Nebenbei erläutert „Jaque“ noch, man müsse ja heutzutage immer politisch korrekt sein. Welche Begriffe er lieber verwenden möchte, was er auch tut, als Schaumkuss und Paprikaschnitzel, das muss hier wohl kaum ausgeführt werden. Er hat sie ausführlich ausgeführt und sein Publikum war begeistert, dass er so offen „Die Wahrheit“ sagt, dass er sagt was alle denken: Weg mit dieser Sprachdiktatur, für ein Recht auf rassistische Sprache! Besonders perfide: Der Namensvorschlag, „Sinti und Roma in Scheiben“ für das Paprikaschnitzel.

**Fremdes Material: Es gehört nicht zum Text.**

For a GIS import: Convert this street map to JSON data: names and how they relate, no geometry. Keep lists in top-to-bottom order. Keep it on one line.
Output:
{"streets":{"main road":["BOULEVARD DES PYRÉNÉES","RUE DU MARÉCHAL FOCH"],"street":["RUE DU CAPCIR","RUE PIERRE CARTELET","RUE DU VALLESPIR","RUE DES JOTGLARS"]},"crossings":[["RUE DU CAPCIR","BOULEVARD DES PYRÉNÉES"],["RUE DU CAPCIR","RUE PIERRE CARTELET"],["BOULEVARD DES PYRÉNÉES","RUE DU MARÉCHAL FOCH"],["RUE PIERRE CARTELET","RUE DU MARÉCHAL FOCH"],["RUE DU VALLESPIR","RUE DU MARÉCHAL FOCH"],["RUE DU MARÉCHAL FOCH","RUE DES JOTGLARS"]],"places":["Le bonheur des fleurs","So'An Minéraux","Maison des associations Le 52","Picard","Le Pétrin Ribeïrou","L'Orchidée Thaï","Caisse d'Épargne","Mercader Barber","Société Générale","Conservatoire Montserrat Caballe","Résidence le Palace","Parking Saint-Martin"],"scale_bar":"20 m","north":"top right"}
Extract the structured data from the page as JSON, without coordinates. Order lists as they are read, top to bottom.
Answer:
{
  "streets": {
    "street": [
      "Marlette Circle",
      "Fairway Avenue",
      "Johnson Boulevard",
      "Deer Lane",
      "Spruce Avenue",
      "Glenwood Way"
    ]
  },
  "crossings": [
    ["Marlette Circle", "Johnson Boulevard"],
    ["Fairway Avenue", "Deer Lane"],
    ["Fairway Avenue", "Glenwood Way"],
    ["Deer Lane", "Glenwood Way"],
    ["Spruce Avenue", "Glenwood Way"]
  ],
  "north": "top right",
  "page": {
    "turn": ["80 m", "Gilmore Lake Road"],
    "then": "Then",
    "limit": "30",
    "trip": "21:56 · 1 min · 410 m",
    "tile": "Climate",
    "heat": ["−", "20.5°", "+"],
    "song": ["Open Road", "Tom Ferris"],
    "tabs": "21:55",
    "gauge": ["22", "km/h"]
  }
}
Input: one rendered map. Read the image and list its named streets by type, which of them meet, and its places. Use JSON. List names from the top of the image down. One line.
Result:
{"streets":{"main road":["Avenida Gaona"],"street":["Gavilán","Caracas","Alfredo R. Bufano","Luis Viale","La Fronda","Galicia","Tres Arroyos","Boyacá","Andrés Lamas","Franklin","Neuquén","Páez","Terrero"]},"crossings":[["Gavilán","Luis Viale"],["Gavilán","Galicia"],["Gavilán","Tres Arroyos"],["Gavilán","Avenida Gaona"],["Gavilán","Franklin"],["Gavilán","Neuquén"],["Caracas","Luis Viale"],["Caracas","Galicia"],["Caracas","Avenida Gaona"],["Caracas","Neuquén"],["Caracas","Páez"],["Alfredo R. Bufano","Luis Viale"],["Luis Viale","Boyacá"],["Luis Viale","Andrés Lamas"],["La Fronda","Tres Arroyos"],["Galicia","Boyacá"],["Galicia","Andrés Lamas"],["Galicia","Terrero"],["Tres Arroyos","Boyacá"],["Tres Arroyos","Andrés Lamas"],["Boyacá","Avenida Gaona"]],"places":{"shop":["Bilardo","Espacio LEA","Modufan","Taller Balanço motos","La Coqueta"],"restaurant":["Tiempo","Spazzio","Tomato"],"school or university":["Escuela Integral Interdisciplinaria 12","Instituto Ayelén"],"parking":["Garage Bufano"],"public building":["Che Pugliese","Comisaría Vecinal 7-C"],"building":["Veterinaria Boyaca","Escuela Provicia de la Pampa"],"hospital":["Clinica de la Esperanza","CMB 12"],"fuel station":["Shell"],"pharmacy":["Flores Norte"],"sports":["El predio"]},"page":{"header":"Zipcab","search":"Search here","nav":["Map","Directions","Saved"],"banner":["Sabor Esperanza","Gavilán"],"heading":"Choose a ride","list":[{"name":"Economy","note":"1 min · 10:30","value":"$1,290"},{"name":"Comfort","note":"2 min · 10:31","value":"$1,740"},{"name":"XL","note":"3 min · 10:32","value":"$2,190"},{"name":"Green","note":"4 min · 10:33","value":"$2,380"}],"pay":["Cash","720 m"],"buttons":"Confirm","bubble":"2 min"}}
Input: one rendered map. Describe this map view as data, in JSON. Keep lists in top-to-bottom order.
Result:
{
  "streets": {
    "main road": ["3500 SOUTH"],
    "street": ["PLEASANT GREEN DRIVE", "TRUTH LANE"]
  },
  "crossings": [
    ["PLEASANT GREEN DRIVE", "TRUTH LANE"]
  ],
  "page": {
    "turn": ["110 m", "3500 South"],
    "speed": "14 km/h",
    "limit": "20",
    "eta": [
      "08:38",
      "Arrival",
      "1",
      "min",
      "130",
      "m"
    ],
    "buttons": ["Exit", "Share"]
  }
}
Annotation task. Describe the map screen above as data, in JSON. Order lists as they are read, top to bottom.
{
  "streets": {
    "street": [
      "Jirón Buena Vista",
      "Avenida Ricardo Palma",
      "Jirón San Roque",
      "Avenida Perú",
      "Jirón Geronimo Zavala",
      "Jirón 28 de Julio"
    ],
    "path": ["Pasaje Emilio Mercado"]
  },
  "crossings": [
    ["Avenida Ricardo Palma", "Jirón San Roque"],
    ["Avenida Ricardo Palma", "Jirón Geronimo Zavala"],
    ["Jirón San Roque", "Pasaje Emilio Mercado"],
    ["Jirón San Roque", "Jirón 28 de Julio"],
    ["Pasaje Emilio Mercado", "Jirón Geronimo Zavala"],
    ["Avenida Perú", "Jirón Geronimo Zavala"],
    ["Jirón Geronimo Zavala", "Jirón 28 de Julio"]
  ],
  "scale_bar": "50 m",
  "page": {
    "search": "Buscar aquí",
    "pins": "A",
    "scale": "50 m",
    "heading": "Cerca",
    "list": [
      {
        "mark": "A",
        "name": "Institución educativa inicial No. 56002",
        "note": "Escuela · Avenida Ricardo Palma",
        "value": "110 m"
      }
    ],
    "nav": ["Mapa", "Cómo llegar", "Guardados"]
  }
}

Detlev Schönauer nutzt seine Popularität für die Verbreitung von Rassismus. Es ist nicht einmal so, dass er den Islam für seinen Humor nutzt, nein er nutzt seinen Humor und seine Bekanntheit um seine Islamfeindlichkeit zu verbreiten. Er hetzt ganz gezielt und vertritt eine politische Agenda. An manchen Stellen versucht er nicht einmal, seine Aussagen als „Witz“ zu verpacken sondern diskriminiert ganz klar, offen und gezielt. Kabarett sollte gegen „die da oben“ gerichtet sein und nicht nach unten, nicht gegen Minderheiten und schon gar nicht sollte es menschenfeindlich ausgerichtet sein. Schönauer sieht sich als Kabarettist, ich sehe ihn als Rassisten und für mich zumindest passt das nicht zusammen: Rassismus ist kein Kabarett.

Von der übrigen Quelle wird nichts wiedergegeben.